Deep Goal-Oriented Clustering
This addresses the challenge of integrating clustering and prediction for machine learning practitioners, though it is incremental as it builds on existing relationships between these tasks.
The paper tackles the problem of leveraging supervision to improve clustering by introducing Deep Goal-Oriented Clustering (DGC), a probabilistic framework that jointly uses side-information and unsupervised modeling to achieve prediction accuracies comparable to state-of-the-art while learning congruent clustering strategies.

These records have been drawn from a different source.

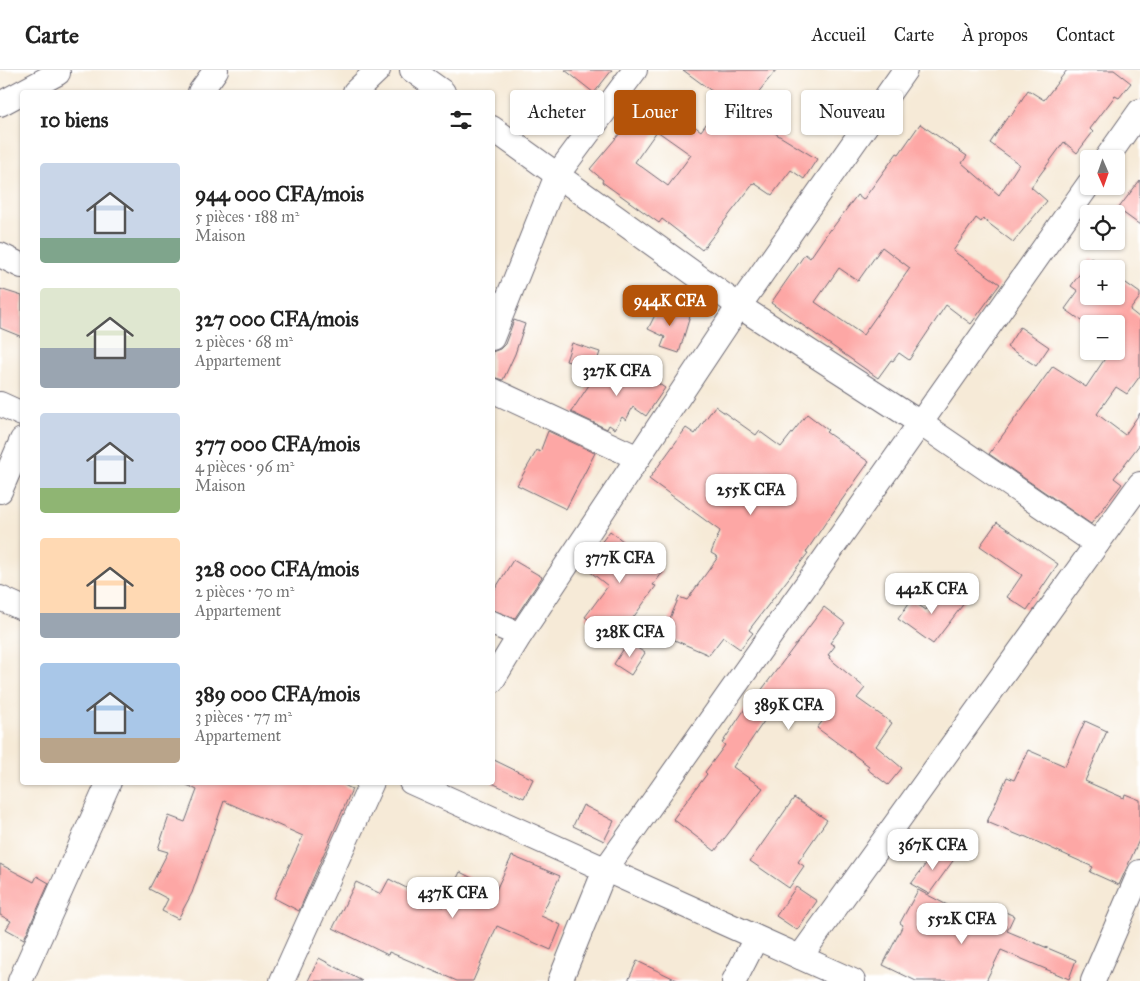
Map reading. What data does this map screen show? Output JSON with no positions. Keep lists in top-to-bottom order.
{
  "north": "bottom",
  "page": {
    "header": "Carte",
    "nav": [
      "Accueil",
      "Carte",
      "À propos",
      "Contact"
    ],
    "chip": [
      "Acheter",
      "Louer",
      "Filtres",
      "Nouveau"
    ],
    "heading": "10 biens",
    "map_buttons": ["+", "−"],
    "list": [
      {
        "name": "944 000 CFA/mois",
        "note": "5 pièces · 188 m² · Maison"
      },
      {
        "name": "327 000 CFA/mois",
        "note": "2 pièces · 68 m² · Appartement"
      },
      {
        "name": "377 000 CFA/mois",
        "note": "4 pièces · 96 m² · Maison"
      },
      {
        "name": "328 000 CFA/mois",
        "note": "2 pièces · 70 m² · Appartement"
      },
      {
        "name": "389 000 CFA/mois",
        "note": "3 pièces · 77 m² · Appartement"
      }
    ],
    "price": [
      "944K CFA",
      "327K CFA",
      "255K CFA",
      "377K CFA",
      "442K CFA",
      "328K CFA",
      "389K CFA",
      "367K CFA",
      "437K CFA",
      "552K CFA"
    ]
  }
}
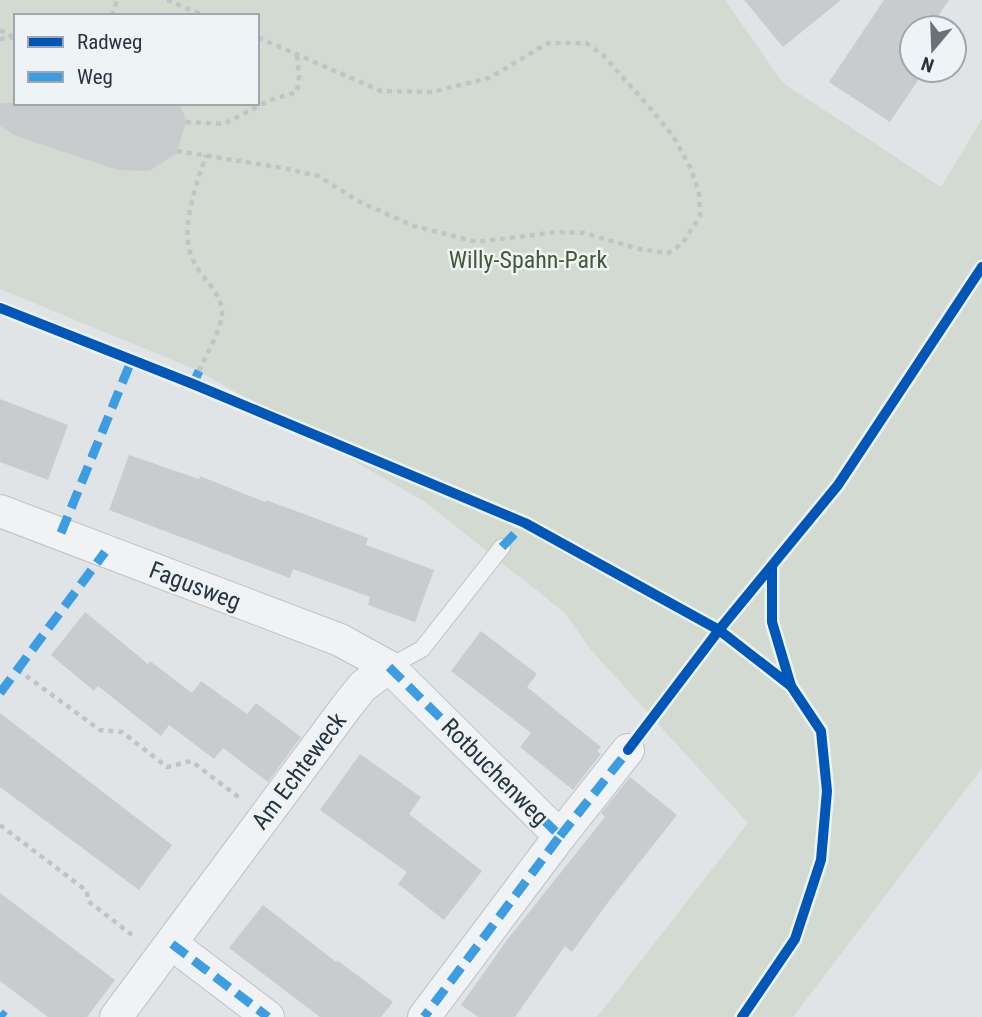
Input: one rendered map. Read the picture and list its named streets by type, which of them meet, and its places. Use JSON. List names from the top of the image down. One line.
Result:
{"streets":{"street":["Fagusweg","Am Echteweck","Rotbuchenweg"]},"crossings":[["Fagusweg","Am Echteweck"],["Fagusweg","Rotbuchenweg"],["Am Echteweck","Rotbuchenweg"]],"parks":["Willy-Spahn-Park"],"legend":["Radweg","Weg"],"north":"bottom"}
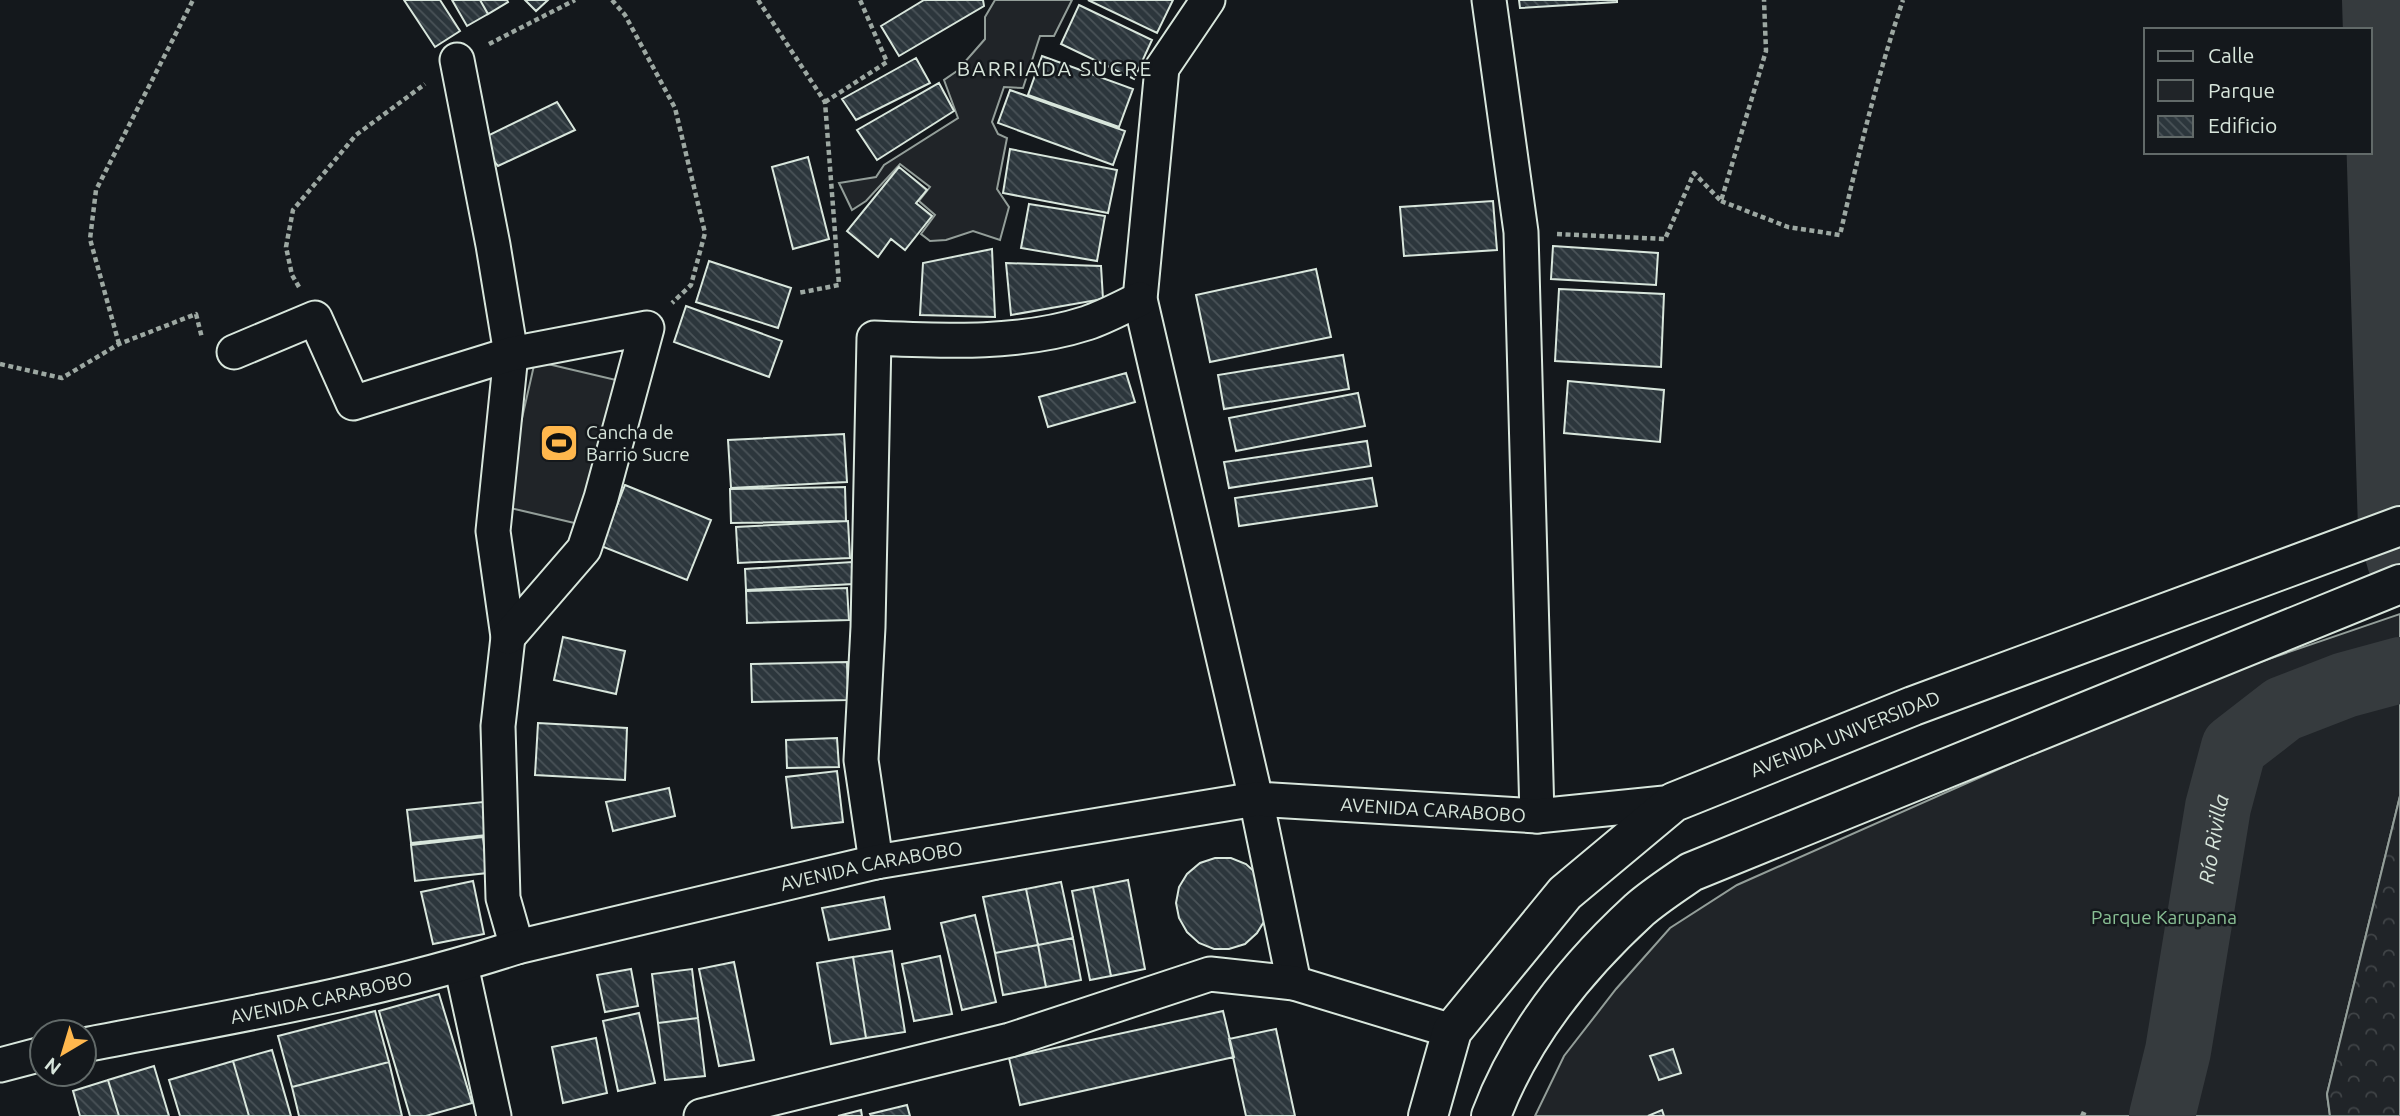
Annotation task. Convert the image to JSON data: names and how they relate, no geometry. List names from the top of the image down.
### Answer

Clustering and prediction are two primary tasks in the fields of unsupervised and supervised learning, respectively. Although much of the recent advances in machine learning have been centered around those two tasks, the interdependent, mutually beneficial relationship between them is rarely explored. One could reasonably expect appropriately clustering the data would aid the downstream prediction task and, conversely, a better prediction performance for the downstream task could potentially inform a more appropriate clustering strategy. In this work, we focus on the latter part of this mutually beneficial relationship. To this end, we introduce Deep Goal-Oriented Clustering (DGC), a probabilistic framework that clusters the data by jointly using supervision via side-information and unsupervised modeling of the inherent data structure in an end-to-end fashion. We show the effectiveness of our model on a range of datasets by achieving prediction accuracies comparable to the state-of-the-art, while, more importantly in our setting, simultaneously learning congruent clustering strategies.